> [Data supplied]:
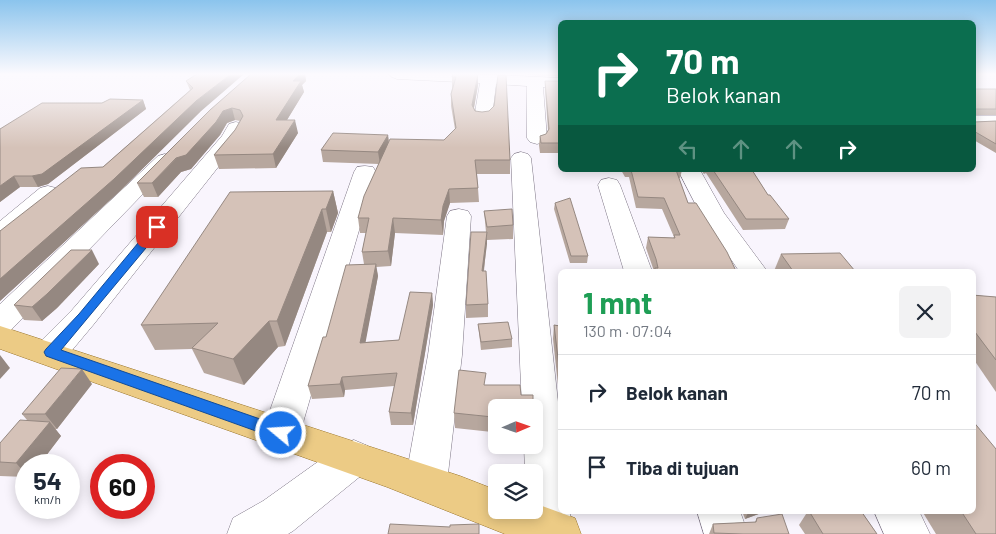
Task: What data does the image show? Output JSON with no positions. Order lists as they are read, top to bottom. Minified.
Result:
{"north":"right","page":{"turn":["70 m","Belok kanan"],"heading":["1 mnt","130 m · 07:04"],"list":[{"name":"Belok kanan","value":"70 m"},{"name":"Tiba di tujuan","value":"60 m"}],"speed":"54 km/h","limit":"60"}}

* * *

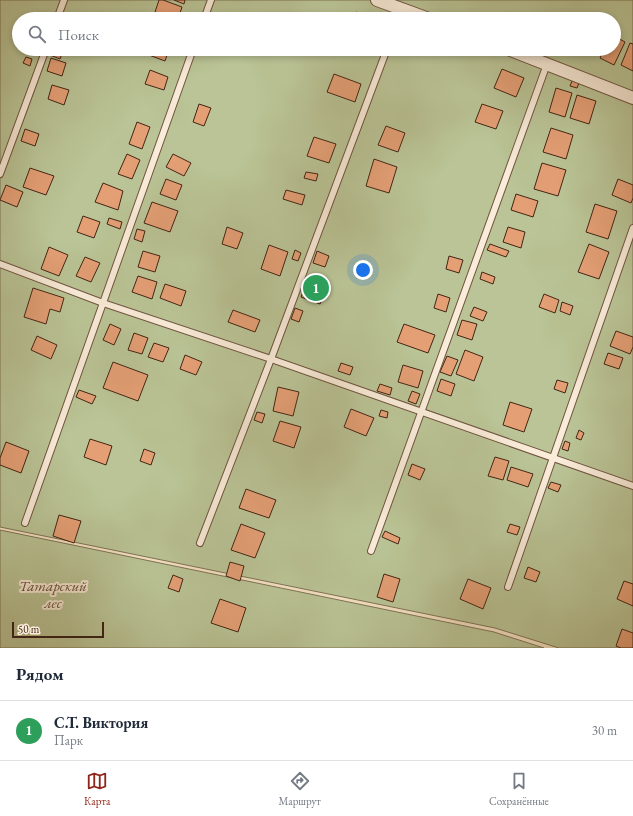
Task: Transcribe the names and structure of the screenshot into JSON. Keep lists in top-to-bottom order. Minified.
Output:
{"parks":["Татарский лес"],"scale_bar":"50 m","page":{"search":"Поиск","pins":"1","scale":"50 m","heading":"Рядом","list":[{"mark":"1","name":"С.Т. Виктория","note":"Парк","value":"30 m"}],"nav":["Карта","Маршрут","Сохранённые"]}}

> [Work to complete]:
Locate the word "Minified" in the records and collect each line it appears in.

> [Solution for this task]:
Task: What data does the image show? Output JSON with no positions. Order lists as they are read, top to bottom. Minified.
Task: Transcribe the names and structure of the screenshot into JSON. Keep lists in top-to-bottom order. Minified.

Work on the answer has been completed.